> [What is being asked]:
Search the records below for the word "green" and show every line where it occurs.
── Source material ──
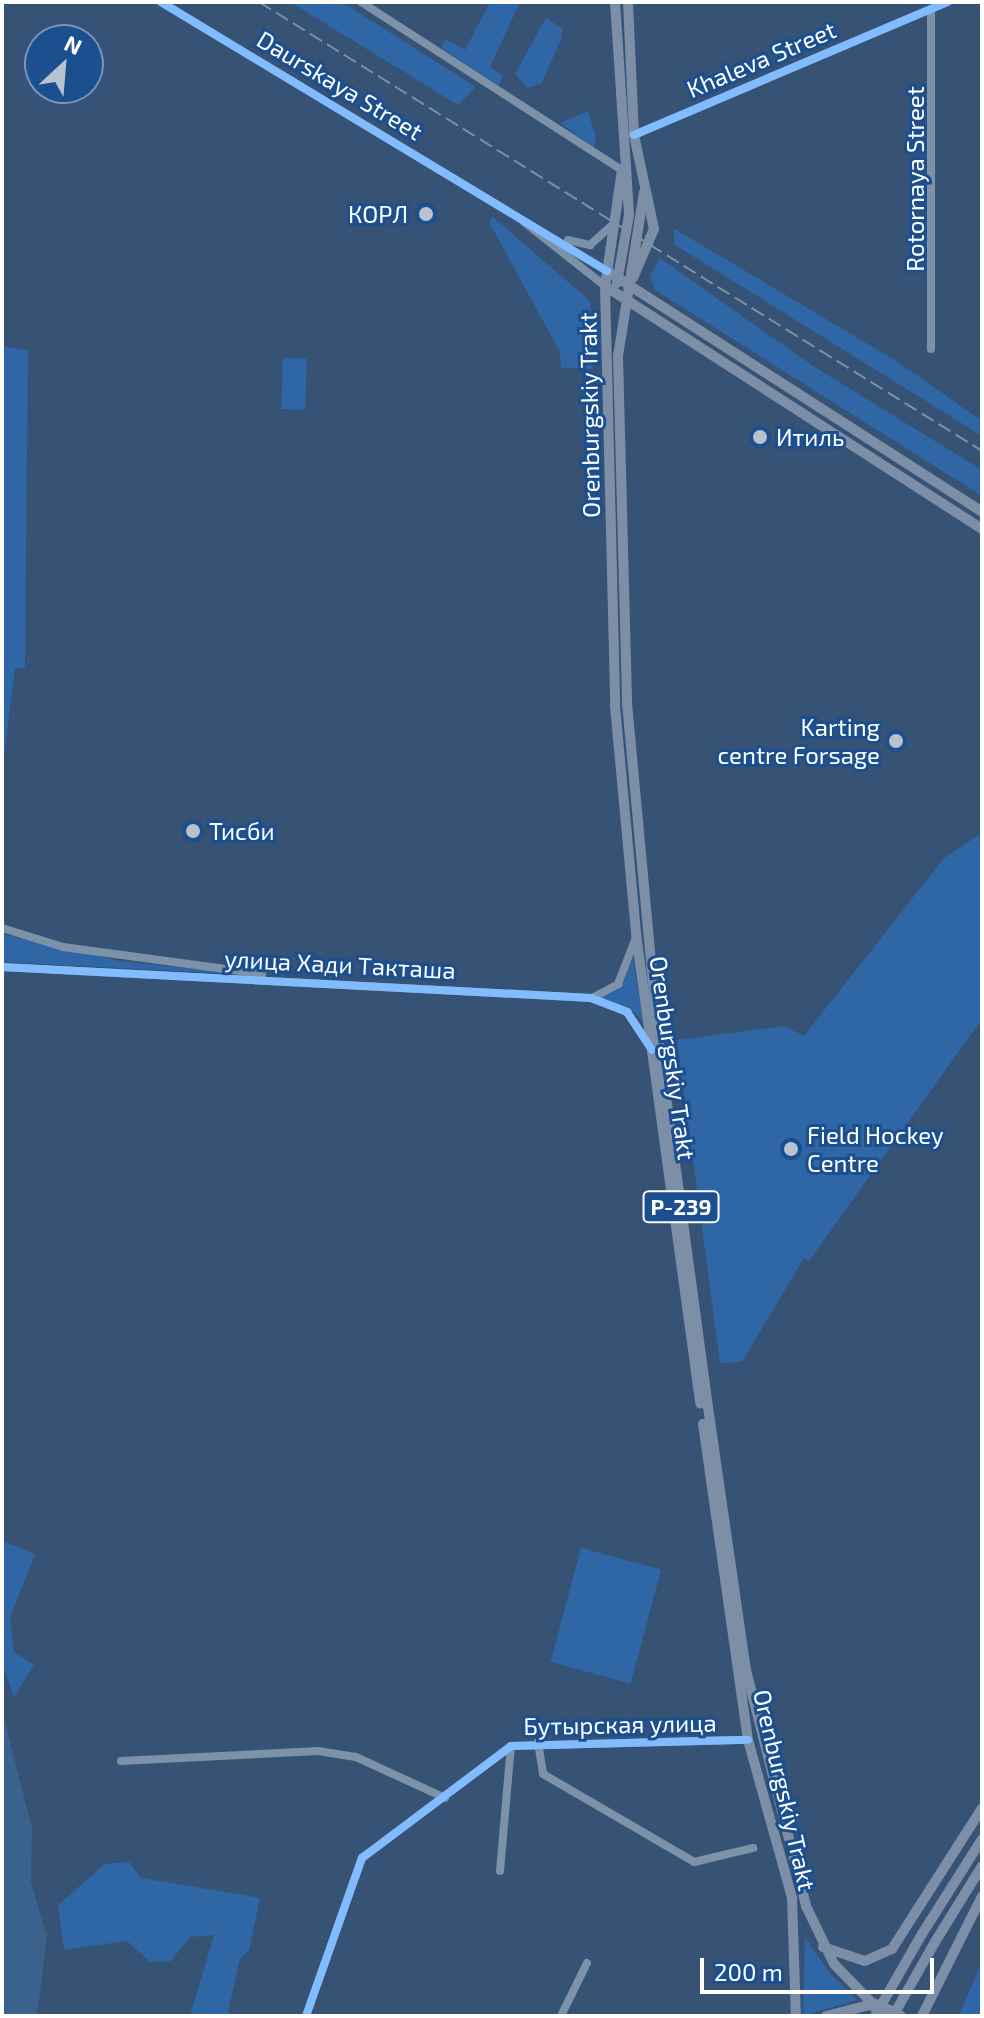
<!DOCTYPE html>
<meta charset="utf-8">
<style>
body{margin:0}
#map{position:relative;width:984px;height:2018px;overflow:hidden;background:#365274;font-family:"Exo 2",sans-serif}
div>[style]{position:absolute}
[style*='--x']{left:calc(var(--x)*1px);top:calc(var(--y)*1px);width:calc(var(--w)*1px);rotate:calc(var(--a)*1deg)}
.green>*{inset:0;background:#2f66a5;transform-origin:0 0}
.water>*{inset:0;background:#3b618d}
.minor>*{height:8px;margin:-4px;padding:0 4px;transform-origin:4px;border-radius:4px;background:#7d92a8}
.major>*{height:10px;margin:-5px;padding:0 5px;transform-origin:5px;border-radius:5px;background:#7d8ea7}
.rail>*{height:2px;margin-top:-1px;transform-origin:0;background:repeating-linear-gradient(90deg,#7e92a7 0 14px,transparent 0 20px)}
.major-bridge>*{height:10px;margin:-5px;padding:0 5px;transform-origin:5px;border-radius:5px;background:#7d8ea7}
.cycleway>*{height:8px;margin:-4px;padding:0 4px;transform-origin:4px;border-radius:4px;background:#80bcff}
.dots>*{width:22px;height:22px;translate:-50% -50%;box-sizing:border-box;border:4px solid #1b4f8f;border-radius:50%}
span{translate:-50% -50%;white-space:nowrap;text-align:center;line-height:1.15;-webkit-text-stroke:6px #1b4f8f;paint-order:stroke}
.shield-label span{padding:2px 6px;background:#1b4f8f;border:2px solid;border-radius:6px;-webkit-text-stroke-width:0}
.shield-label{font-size:22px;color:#fff;font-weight:700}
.street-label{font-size:24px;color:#fff}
.poi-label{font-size:24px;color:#fff}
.right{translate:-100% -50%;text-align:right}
.left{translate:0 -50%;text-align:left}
.frame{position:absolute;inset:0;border:4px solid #fff;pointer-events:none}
.north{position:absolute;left:24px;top:24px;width:80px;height:80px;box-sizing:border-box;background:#1b4f8f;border:2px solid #7695bc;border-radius:50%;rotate:26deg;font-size:22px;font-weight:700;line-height:32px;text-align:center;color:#fff}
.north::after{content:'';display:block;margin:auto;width:28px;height:36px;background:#b9c2ce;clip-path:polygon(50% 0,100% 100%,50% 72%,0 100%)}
.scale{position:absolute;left:700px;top:1958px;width:234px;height:36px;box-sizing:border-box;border:4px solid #fff;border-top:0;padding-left:10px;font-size:24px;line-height:28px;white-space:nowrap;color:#fff;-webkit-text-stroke:6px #1b4f8f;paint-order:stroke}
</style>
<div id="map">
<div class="green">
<i style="clip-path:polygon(290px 2px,342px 2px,476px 87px,458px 105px)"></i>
<i style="clip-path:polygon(490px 2px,520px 2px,490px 67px,503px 76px,499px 86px,441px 48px,446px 39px,465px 50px)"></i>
<i style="clip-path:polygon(546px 18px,562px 28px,562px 37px,542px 83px,527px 88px,515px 74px)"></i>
<i style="clip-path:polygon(588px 111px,596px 137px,594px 147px,560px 123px)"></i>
<i style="clip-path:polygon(493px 217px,590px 301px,593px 369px,561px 368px,560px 352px,489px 222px)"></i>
<i style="clip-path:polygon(673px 228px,895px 360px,982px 421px,982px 436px,675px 245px)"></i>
<i style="clip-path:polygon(660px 258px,813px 366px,982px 470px,982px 496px,655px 290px,650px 276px)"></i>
<i style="clip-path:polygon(2px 346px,28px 350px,25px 668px,15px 669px,2px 770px)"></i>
<i style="left:283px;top:358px;width:24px;height:51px;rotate:2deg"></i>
<i style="clip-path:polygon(982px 833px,982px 1019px,809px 1261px,804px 1258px,742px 1362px,720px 1363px,677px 1040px,784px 1026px,804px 1036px,944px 858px)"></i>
<i style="clip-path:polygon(2px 934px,120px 961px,255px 975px,2px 962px)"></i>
<i style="clip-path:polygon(633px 958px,643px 1022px,629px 1007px,597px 999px,621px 987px)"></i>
<i style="clip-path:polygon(2px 1541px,35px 1554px,10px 1617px,14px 1652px,34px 1665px,14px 1697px,2px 1663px)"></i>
<i style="left:581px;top:1548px;width:83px;height:118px;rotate:15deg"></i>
<i style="clip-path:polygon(129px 1862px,141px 1878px,260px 1898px,249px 1951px,240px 1958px,228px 2012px,234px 2016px,190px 2016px,214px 1935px,190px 1937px,171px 1961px,150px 1962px,127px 1941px,64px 1950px,58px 1905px,105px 1864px)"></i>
<i style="clip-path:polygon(805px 1937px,829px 1972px,857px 2000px,803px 2016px)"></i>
<i style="clip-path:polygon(982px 1961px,982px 2016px,958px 2016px,959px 2016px)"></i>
</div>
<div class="water">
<i style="clip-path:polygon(2px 1711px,32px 1828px,31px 1882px,47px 1936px,37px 2016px,2px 2016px)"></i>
</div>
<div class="minor">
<i style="--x:161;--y:2;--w:521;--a:31.1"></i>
<i style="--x:361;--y:2;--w:310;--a:32.8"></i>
<i style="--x:634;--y:135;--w:341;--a:-23"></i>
<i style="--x:524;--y:222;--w:103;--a:38.3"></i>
<i style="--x:568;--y:240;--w:23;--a:13"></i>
<i style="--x:590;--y:245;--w:28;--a:-42"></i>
<i style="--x:931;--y:349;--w:340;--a:-90"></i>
<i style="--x:2;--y:928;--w:64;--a:17.3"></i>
<i style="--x:63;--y:947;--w:201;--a:7.7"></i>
<i style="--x:2;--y:967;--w:590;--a:3.01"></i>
<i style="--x:591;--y:998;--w:39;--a:21"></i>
<i style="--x:627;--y:1012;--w:41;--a:55.9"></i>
<i style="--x:592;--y:998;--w:30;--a:-28"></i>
<i style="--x:618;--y:984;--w:47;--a:-68.9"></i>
<i style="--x:538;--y:1742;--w:32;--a:81"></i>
<i style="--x:543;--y:1774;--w:175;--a:30.2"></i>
<i style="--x:694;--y:1862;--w:61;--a:-13.3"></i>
<i style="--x:121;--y:1761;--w:197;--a:-2.9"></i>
<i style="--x:318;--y:1751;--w:38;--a:9"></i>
<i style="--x:356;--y:1757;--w:98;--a:24.7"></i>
<i style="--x:500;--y:1871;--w:125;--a:-85"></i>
<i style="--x:306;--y:2016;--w:168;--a:-70.5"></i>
<i style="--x:362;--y:1858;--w:186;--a:-36.9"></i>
<i style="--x:511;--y:1746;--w:237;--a:-1.5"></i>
<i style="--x:561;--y:2016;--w:59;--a:-63.9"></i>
</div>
<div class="major">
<i style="--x:615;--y:2;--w:213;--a:86.2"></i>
<i style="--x:629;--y:215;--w:69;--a:100"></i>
<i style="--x:628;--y:2;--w:133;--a:87.4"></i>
<i style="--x:634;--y:135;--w:96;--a:78"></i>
<i style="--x:654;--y:229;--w:53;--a:113.2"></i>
<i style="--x:622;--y:170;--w:117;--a:98.3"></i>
<i style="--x:605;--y:286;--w:420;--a:88.6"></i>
<i style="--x:615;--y:706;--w:229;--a:84.7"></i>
<i style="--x:636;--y:934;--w:474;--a:82.2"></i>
<i style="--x:644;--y:192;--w:166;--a:99"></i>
<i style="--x:618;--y:356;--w:347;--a:88.5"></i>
<i style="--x:627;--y:703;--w:335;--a:84.7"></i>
<i style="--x:658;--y:1037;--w:373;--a:82.3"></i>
<i style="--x:708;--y:1407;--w:266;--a:81.8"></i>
<i style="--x:746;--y:1670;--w:244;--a:75.7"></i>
<i style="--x:806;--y:1906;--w:64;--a:64.2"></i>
<i style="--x:834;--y:1964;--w:53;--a:45.8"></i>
<i style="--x:871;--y:2002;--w:25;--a:23"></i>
<i style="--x:607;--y:271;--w:446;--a:32.7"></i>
<i style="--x:605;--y:286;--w:449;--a:32.8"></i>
<i style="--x:703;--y:1424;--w:319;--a:81.9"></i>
<i style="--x:748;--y:1740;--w:164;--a:74.4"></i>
<i style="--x:792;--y:1898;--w:118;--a:88.1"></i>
<i style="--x:922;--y:1934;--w:112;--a:-57.7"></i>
<i style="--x:935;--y:1942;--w:89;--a:-58.3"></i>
<i style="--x:823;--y:1947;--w:44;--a:18.4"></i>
<i style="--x:865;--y:1961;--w:30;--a:-24"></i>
<i style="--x:892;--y:1949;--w:167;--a:-57.4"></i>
<i style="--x:826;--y:2016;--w:44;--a:-14.3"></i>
<i style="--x:869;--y:2005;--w:34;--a:19"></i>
<i style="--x:922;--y:2016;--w:134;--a:-63.4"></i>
</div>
<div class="rail">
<i style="--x:259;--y:2;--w:851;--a:31.84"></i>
</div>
<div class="major-bridge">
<i style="--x:875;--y:2016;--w:95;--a:-60.2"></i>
<i style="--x:893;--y:2016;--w:85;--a:-60.4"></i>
</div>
<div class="cycleway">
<i style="--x:161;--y:2;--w:521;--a:31.1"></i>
<i style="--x:634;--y:135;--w:341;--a:-23"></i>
<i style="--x:2;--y:967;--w:590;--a:3.01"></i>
<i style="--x:591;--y:998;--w:39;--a:21"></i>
<i style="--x:627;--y:1012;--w:45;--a:56.7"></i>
<i style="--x:306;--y:2016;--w:168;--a:-70.5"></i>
<i style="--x:362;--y:1858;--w:186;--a:-36.9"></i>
<i style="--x:511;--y:1746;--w:237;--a:-1.5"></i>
</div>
<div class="dots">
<i style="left:426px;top:214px;background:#b9c2ce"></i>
<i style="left:760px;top:437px;background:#b9c2ce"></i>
<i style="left:896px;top:741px;background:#b9c2ce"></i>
<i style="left:193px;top:831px;background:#b9c2ce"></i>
<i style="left:791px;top:1149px;background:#b9c2ce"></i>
</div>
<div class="shield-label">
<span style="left:681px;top:1207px">Р-239</span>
</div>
<div class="street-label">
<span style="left:761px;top:59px;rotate:-23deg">Khaleva Street</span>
<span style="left:340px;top:85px;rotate:31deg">Daurskaya Street</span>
<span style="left:915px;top:179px;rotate:-90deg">Rotornaya Street</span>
<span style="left:589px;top:415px;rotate:-91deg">Orenburgskiy Trakt</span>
<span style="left:340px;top:964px;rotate:3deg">улица Хади Такташа</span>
<span style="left:673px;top:1058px;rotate:82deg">Orenburgskiy Trakt</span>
<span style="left:620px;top:1724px;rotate:-1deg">Бутырская улица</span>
<span style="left:785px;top:1790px;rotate:77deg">Orenburgskiy Trakt</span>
</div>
<div class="poi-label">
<span class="right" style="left:408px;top:214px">КОРЛ</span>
<span class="left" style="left:776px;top:437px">Итиль</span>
<span class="right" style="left:880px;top:741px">Karting<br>centre Forsage</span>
<span class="left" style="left:209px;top:831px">Тисби</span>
<span class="left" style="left:807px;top:1149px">Field Hockey<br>Centre</span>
</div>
<div class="frame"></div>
<div class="north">N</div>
<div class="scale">200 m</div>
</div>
───
> [Response area]:
.green>*{inset:0;background:#2f66a5;transform-origin:0 0}
<div class="green">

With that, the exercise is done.